** Opening Material supplied block **
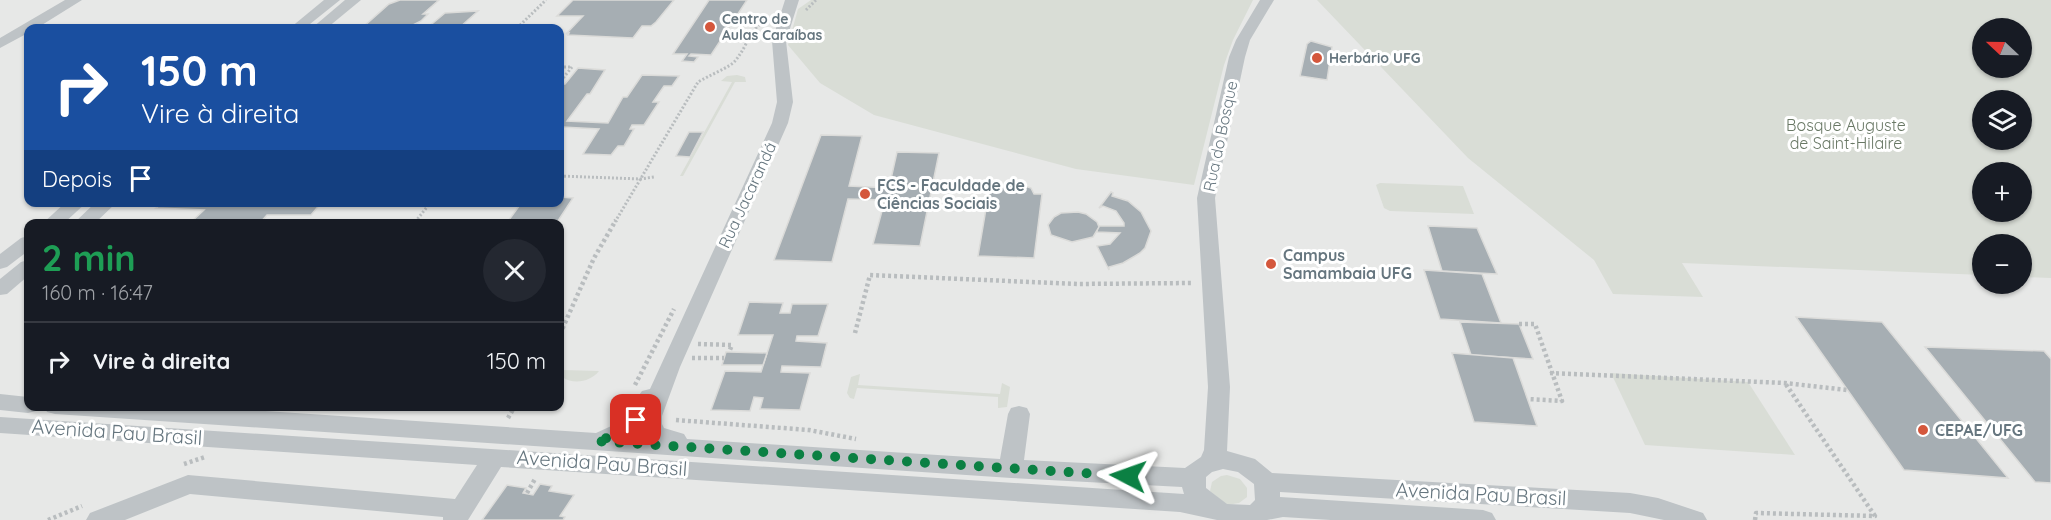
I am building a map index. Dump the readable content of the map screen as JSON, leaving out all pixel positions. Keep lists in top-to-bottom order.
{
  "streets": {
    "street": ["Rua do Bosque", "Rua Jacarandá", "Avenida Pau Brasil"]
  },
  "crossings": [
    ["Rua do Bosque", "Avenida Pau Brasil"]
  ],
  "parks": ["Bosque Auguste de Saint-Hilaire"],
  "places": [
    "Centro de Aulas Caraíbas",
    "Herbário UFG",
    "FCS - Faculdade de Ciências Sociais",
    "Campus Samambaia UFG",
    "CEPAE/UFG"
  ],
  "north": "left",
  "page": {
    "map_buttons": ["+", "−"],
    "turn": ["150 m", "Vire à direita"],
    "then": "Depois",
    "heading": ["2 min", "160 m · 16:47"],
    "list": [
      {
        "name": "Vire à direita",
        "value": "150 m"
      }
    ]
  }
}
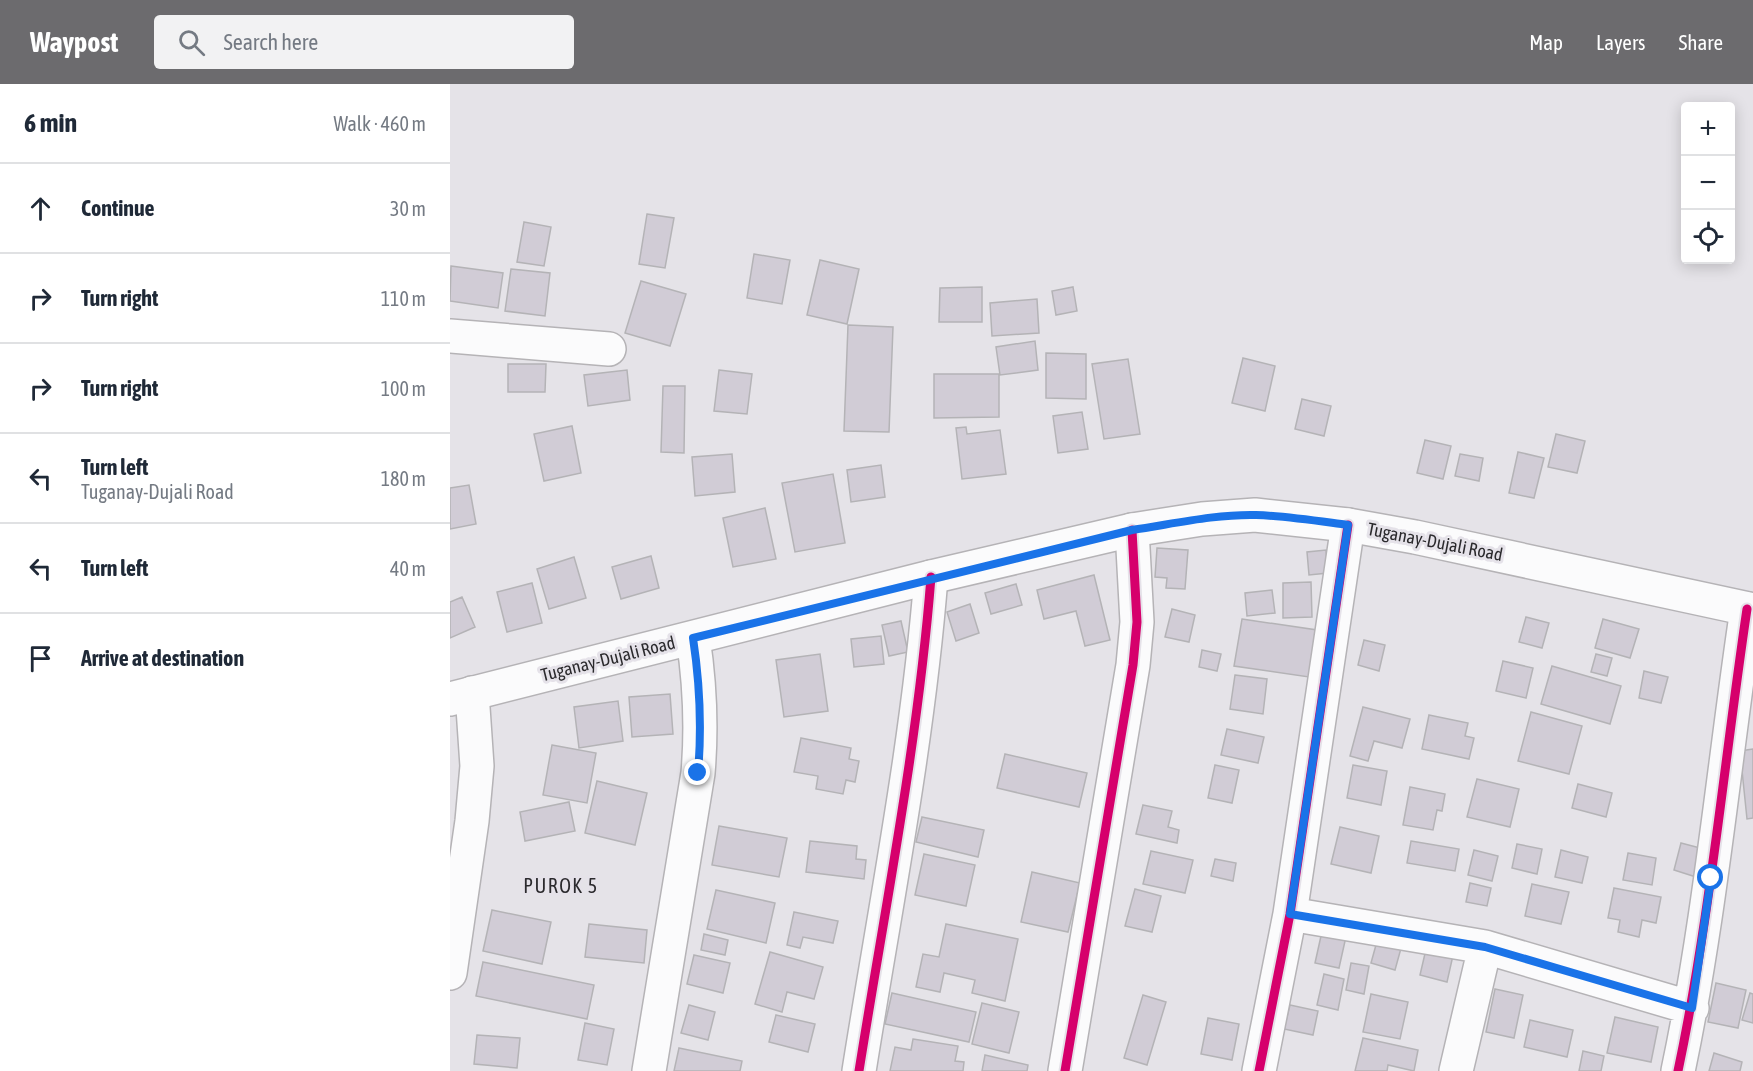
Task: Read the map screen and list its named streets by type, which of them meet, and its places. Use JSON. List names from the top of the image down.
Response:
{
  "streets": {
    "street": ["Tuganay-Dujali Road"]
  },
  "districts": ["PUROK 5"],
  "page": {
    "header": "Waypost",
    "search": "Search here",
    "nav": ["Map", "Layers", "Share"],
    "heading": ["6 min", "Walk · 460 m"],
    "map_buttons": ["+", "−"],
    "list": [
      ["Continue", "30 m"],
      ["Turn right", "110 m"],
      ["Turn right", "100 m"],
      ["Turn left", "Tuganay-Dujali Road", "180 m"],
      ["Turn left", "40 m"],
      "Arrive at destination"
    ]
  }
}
** Closing Material supplied block **
Your task: With the images removed, give back every entry exactly as shown.

Task answer:
I am building a map index. Dump the readable content of the map screen as JSON, leaving out all pixel positions. Keep lists in top-to-bottom order.
{
  "streets": {
    "street": ["Rua do Bosque", "Rua Jacarandá", "Avenida Pau Brasil"]
  },
  "crossings": [
    ["Rua do Bosque", "Avenida Pau Brasil"]
  ],
  "parks": ["Bosque Auguste de Saint-Hilaire"],
  "places": [
    "Centro de Aulas Caraíbas",
    "Herbário UFG",
    "FCS - Faculdade de Ciências Sociais",
    "Campus Samambaia UFG",
    "CEPAE/UFG"
  ],
  "north": "left",
  "page": {
    "map_buttons": ["+", "−"],
    "turn": ["150 m", "Vire à direita"],
    "then": "Depois",
    "heading": ["2 min", "160 m · 16:47"],
    "list": [
      {
        "name": "Vire à direita",
        "value": "150 m"
      }
    ]
  }
}
Task: Read the map screen and list its named streets by type, which of them meet, and its places. Use JSON. List names from the top of the image down.
Response:
{
  "streets": {
    "street": ["Tuganay-Dujali Road"]
  },
  "districts": ["PUROK 5"],
  "page": {
    "header": "Waypost",
    "search": "Search here",
    "nav": ["Map", "Layers", "Share"],
    "heading": ["6 min", "Walk · 460 m"],
    "map_buttons": ["+", "−"],
    "list": [
      ["Continue", "30 m"],
      ["Turn right", "110 m"],
      ["Turn right", "100 m"],
      ["Turn left", "Tuganay-Dujali Road", "180 m"],
      ["Turn left", "40 m"],
      "Arrive at destination"
    ]
  }
}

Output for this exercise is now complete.